Keeping his voice low, he said, “I couldn’t even bring about the start of anything. Something’s wrong.” His eyes were bloodshot, his face pale. Lowering his voice still further, he added, “I tried to see Xavier, went at it a couple different ways, with different questions, all focused. I should have seen something, but not a damn thing came up. Just a flickering green haze around a center of darkness.”
Phoebe frowned. “Do you think you’re being blocked? Maybe by the tablet?”
“Maybe, but I fear it’s something worse.”
“What’s worse?”
“Remember when we were kids? Remember Dad? What happened after he was gone, after I thought maybe it was my fault we couldn’t save him?”
“Yeah,” Phoebe said. “Your visions, they didn’t come again for years.”

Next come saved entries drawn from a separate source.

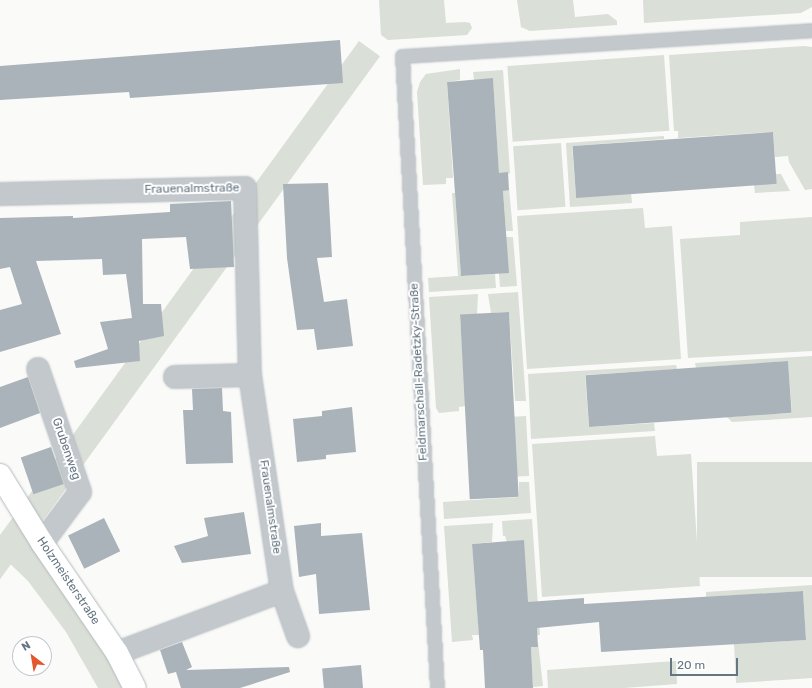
<!DOCTYPE html>
<meta charset="utf-8">
<style>
body{margin:0}
#map{position:relative;width:812px;height:688px;overflow:hidden;background:#fafaf8;font-family:Rubik,sans-serif}
div>[style]{position:absolute}
.green>*{inset:0;background:#dadfd7;transform-origin:0 0}
.building>*{inset:0;background:#aab3b9;transform-origin:0 0}
.roads{filter:drop-shadow(0 0 1px #b3babf) drop-shadow(0 0 1px #b3babf)}
.lane>*{height:13px;margin:-6.5px;padding:0 6.5px;transform-origin:6.5px;border-radius:6.5px;background:#c3c8cc}
.street>*{height:22px;margin:-11px;padding:0 11px;transform-origin:11px;border-radius:11px;background:#c3c8cc}
.secondary>*{height:22px;margin:-11px;padding:0 11px;transform-origin:11px;border-radius:11px;background:#fff}
span{translate:-50% -50%;white-space:nowrap;text-align:center;line-height:1.15;-webkit-text-stroke:4px #fff;paint-order:stroke}
.street-label{font-size:12px;color:#657683}
.north{position:absolute;left:12px;top:636px;width:40px;height:40px;box-sizing:border-box;background:#fff;border:1px solid #c1c8cd;border-radius:50%;rotate:329deg;font-size:11px;font-weight:700;line-height:16px;text-align:center;color:#657683}
.north::after{content:'';display:block;margin:auto;width:14px;height:18px;background:#e4572e;clip-path:polygon(50% 0,100% 100%,50% 72%,0 100%)}
.scale{position:absolute;left:670px;top:658px;width:68px;height:18px;box-sizing:border-box;border:2px solid #657683;border-top:0;padding-left:5px;font-size:12px;line-height:14px;white-space:nowrap;color:#657683;-webkit-text-stroke:3px #fff;paint-order:stroke}
</style>
<div id="map">
<div class="green">
<i style="clip-path:polygon(379px 0,444px 0,446px 23px,465px 22px,470px 23px,472px 28px,467px 35px,388px 40px,381px 35px)"></i>
<i style="clip-path:polygon(517px 0,573px 0,575px 17px,608px 14px,617px 21px,617px 25px,530px 31px,521px 27px)"></i>
<i style="clip-path:polygon(643px 0,812px 0,812px 7px,801px 13px,644px 23px)"></i>
<i style="left:359px;top:41px;width:26px;height:648px;rotate:36deg"></i>
<i style="clip-path:polygon(804px 46px,812px 47px,812px 189px,805px 190px,789px 162px,788px 156px,775px 157px,773px 132px,678px 138px,678px 131px,674px 131px,669px 55px)"></i>
<i style="left:664px;top:55px;width:76px;height:157px;rotate:86deg"></i>
<i style="clip-path:polygon(460px 69px,460px 80px,447px 82px,453px 178px,446px 178px,446px 184px,423px 185px,417px 92px,420px 82px,426px 74px)"></i>
<i style="clip-path:polygon(503px 70px,510px 173px,508px 174px,499px 173px,493px 79px,474px 80px,473px 72px)"></i>
<i style="clip-path:polygon(664px 136px,664px 139px,572px 146px,576px 197px,631px 193px,632px 203px,570px 207px,566px 143px)"></i>
<i style="left:561px;top:143px;width:64px;height:48px;rotate:86deg"></i>
<i style="clip-path:polygon(776px 174px,781px 174px,790px 191px,755px 193px,754px 185px)"></i>
<i style="clip-path:polygon(509px 188px,513px 231px,506px 231px,503px 191px)"></i>
<i style="clip-path:polygon(452px 193px,455px 193px,461px 276px,495px 274px,496px 288px,429px 292px,428px 278px,458px 276px)"></i>
<i style="clip-path:polygon(643px 208px,645px 228px,672px 226px,681px 359px,527px 369px,517px 216px)"></i>
<i style="clip-path:polygon(812px 217px,812px 351px,688px 358px,680px 239px,740px 235px,740px 222px)"></i>
<i style="clip-path:polygon(506px 237px,513px 237px,517px 286px,500px 287px,499px 274px)"></i>
<i style="clip-path:polygon(518px 292px,526px 401px,515px 401px,509px 312px,491px 313px,488px 294px)"></i>
<i style="clip-path:polygon(478px 294px,477px 315px,460px 316px,466px 406px,459px 407px,459px 411px,439px 413px,436px 408px,429px 297px)"></i>
<i style="clip-path:polygon(812px 356px,812px 417px,732px 422px,727px 417px,792px 413px,788px 361px,696px 368px,695px 363px)"></i>
<i style="clip-path:polygon(676px 365px,677px 369px,585px 375px,589px 427px,654px 423px,655px 431px,531px 439px,528px 374px)"></i>
<i style="left:526px;top:416px;width:60px;height:12px;rotate:87deg"></i>
<i style="clip-path:polygon(655px 436px,657px 456px,691px 454px,700px 586px,542px 597px,532px 444px)"></i>
<i style="left:812px;top:462px;width:115px;height:115px;rotate:90deg"></i>
<i style="clip-path:polygon(519px 482px,529px 482px,531px 513px,444px 519px,443px 502px,519px 497px)"></i>
<i style="clip-path:polygon(532px 519px,540px 635px,537px 635px,505px 536px,503px 536px,502px 521px)"></i>
<i style="clip-path:polygon(493px 523px,492px 542px,472px 544px,479px 635px,472px 635px,473px 640px,452px 642px,444px 526px)"></i>
<i style="clip-path:polygon(29px 537px,129px 688px,98px 688px,66px 632px,28px 581px,0 554px,0 540px)"></i>
<i style="clip-path:polygon(812px 585px,812px 678px,736px 683px,734px 644px,806px 640px,803px 591px,706px 597px,706px 592px)"></i>
<i style="clip-path:polygon(538px 642px,543px 686px,533px 687px,531px 647px,538px 647px)"></i>
<i style="clip-path:polygon(676px 661px,677px 684px,624px 688px,548px 688px,547px 670px)"></i>
</div>
<div class="building">
<i style="clip-path:polygon(340px 40px,343px 83px,130px 98px,129px 92px,0 100px,0 66px)"></i>
<i style="clip-path:polygon(493px 78px,499px 173px,508px 172px,509px 190px,503px 191px,509px 273px,461px 276px,447px 82px)"></i>
<i style="left:773px;top:132px;width:52px;height:201px;rotate:86deg"></i>
<i style="clip-path:polygon(328px 183px,332px 257px,317px 258px,324px 302px,347px 299px,353px 346px,317px 350px,314px 329px,297px 330px,287px 258px,283px 184px)"></i>
<i style="clip-path:polygon(231px 201px,234px 267px,190px 269px,186px 237px,142px 239px,143px 304px,161px 304px,164px 336px,139px 341px,140px 361px,76px 368px,74px 361px,108px 349px,100px 322px,132px 318px,126px 274px,103px 275px,102px 259px,36px 261px,61px 334px,0 352px,0 310px,22px 304px,10px 267px,0 269px,0 218px,73px 216px,73px 218px,170px 212px,170px 204px)"></i>
<i style="left:509px;top:312px;width:185px;height:49px;rotate:87deg"></i>
<i style="left:788px;top:361px;width:52px;height:203px;rotate:86deg"></i>
<i style="clip-path:polygon(28px 377px,40px 413px,0 428px,0 387px)"></i>
<i style="clip-path:polygon(222px 388px,223px 411px,231px 412px,233px 463px,186px 464px,183px 410px,193px 410px,192px 389px)"></i>
<i style="clip-path:polygon(352px 407px,356px 452px,326px 455px,326px 459px,297px 462px,293px 419px,322px 416px,322px 411px)"></i>
<i style="left:51px;top:447px;width:39px;height:32px;rotate:71deg"></i>
<i style="clip-path:polygon(244px 512px,251px 554px,182px 563px,174px 546px,208px 536px,204px 518px)"></i>
<i style="left:104px;top:518px;width:37px;height:40px;rotate:64deg"></i>
<i style="clip-path:polygon(321px 523px,321px 536px,362px 533px,370px 610px,319px 614px,316px 574px,299px 577px,294px 526px)"></i>
<i style="clip-path:polygon(524px 540px,528px 602px,584px 598px,584px 604px,803px 591px,806px 640px,601px 652px,599px 622px,537px 628px,538px 647px,531px 647px,533px 688px,485px 688px,483px 650px,480px 650px,472px 544px)"></i>
<i style="clip-path:polygon(182px 642px,192px 667px,186px 670px,289px 667px,290px 672px,240px 688px,181px 688px,176px 672px,168px 674px,160px 650px)"></i>
<i style="left:361px;top:665px;width:23px;height:39px;rotate:85deg"></i>
</div>
<div class="roads">
<div class="lane">
<i style="left:437px;top:688px;width:633px;rotate:-93.17deg"></i>
<i style="left:402px;top:56px;width:411px;rotate:-3.6deg"></i>
</div>
<div class="street">
<i style="left:0;top:194px;width:245px;rotate:-1.4deg"></i>
<i style="left:245px;top:188px;width:187px;rotate:88.5deg"></i>
<i style="left:250px;top:375px;width:218px;rotate:81.6deg"></i>
<i style="left:282px;top:591px;width:48px;rotate:70.4deg"></i>
<i style="left:38px;top:369px;width:130px;rotate:71.1deg"></i>
<i style="left:80px;top:492px;width:64px;rotate:126.7deg"></i>
<i style="left:175px;top:377px;width:75px;rotate:-1.5deg"></i>
<i style="left:117px;top:653px;width:176px;rotate:-20.6deg"></i>
</div>
<div class="secondary">
<i style="left:0;top:475px;width:80px;rotate:58.3deg"></i>
<i style="left:42px;top:543px;width:133px;rotate:55.7deg"></i>
<i style="left:117px;top:653px;width:39px;rotate:63deg"></i>
</div>
</div>
<div class="street-label">
<span style="left:192px;top:189px;rotate:-1deg">Frauenalmstraße</span>
<span style="left:419px;top:372px;rotate:-93deg">Feldmarschall-Radetzky-Straße</span>
<span style="left:66px;top:449px;rotate:71deg">Grubenweg</span>
<span style="left:270px;top:507px;rotate:82deg">Frauenalmstraße</span>
<span style="left:68px;top:581px;rotate:56deg">Holzmeisterstraße</span>
</div>
<div class="north">N</div>
<div class="scale">20 m</div>
</div>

Caleb sighed. “I need to try again. With a different target, something besides Xavier. Something I should be able to see. If I can’t,”-he met her stare, and she nearly cried seeing the loss, the guilt, so familiar, bubbling inside of his expression-“if I still can’t, then it’s her. It’s Lydia. I killed her, and this is my penance.”
“No, Caleb.”
Orlando cleared his throat, interrupting and bringing them back to the moment. “Ah, this is what he’s talking about.” He turned the screen so the others could all crowd around and see it. “ Mausoleum. The word derives from the tomb of King Mausolus, the Persian satrap of Caria, whose large tomb, completed in 350 BCE, was one of the Seven Wonders of the Ancient World. And there’s a picture.”
Renee bent forward to stare at it. “It’s almost the same as what you’ve both drawn.”
They looked at the photo Orlando just enlarged: a huge structure set on a hill overlooking a bayside city, with it had a pyramidal step structure on top of a larger base and two more tiers surrounded by immense white columns and statues.
“And,” said Caleb, “check out the roof.”
“A chariot,” Renee whispered. “Four horses. Two people inside, wearing crowns.”
“Mausolus and his queen, Artemesia,” Caleb said. “He died early into his reign. And Artemesia, so in love and desperate to immortalize her husband, spared no expense for his tomb, bringing in the greatest architects and sculptors in all the world. It was a tourist attraction for centuries, but unfortunately, by the twelfth century, the tomb was destroyed, like the Pharos, in a series of earthquakes.”
“Wonderfully tragic,” said Phoebe. “So we’ve all drawn a tomb that no longer exists. Why? What does this have to do with some castle in Rome?”
“It’s not in Italy,” Caleb answered.
“Turkey,” Orlando said, cutting him off, scrolling down the text. “Come on, let me do something useful here. It says here nothing’s left of it except the foundation, in the town of Bodrum, Turkey, but-”
“-but there’s a castle nearby,” said Caleb, letting a smile form. “Built by the Knights Hospitaller in the fifteenth century.”
“Construction started during the Crusades in 1402,” Orlando clarified. “Knights from four different countries helped build this castle, using many of the blocks and pillars from our friend Mausolus’s tomb. It wasn’t finished until around 1480. And they called it the Petroneum.” He looked up, eyes shining. “Or the Castle of St. Peter.”
Caleb steeled his jaw, closed his eyes, and felt a tingle-a familiar stirring at the base of his spine, one that would often shoot upwards, triggering a flood of visions. But this time, it fizzled, leaving greenish sunspots in the corner of his eyes. He had to focus, had to keep trying, but not now. Now, he would have to rely on his sister and Orlando, and on the skills of the FBI. They had to find Alexander.
“That,” he said, pointing to the castle on the screen, “is where he’s taken my son.”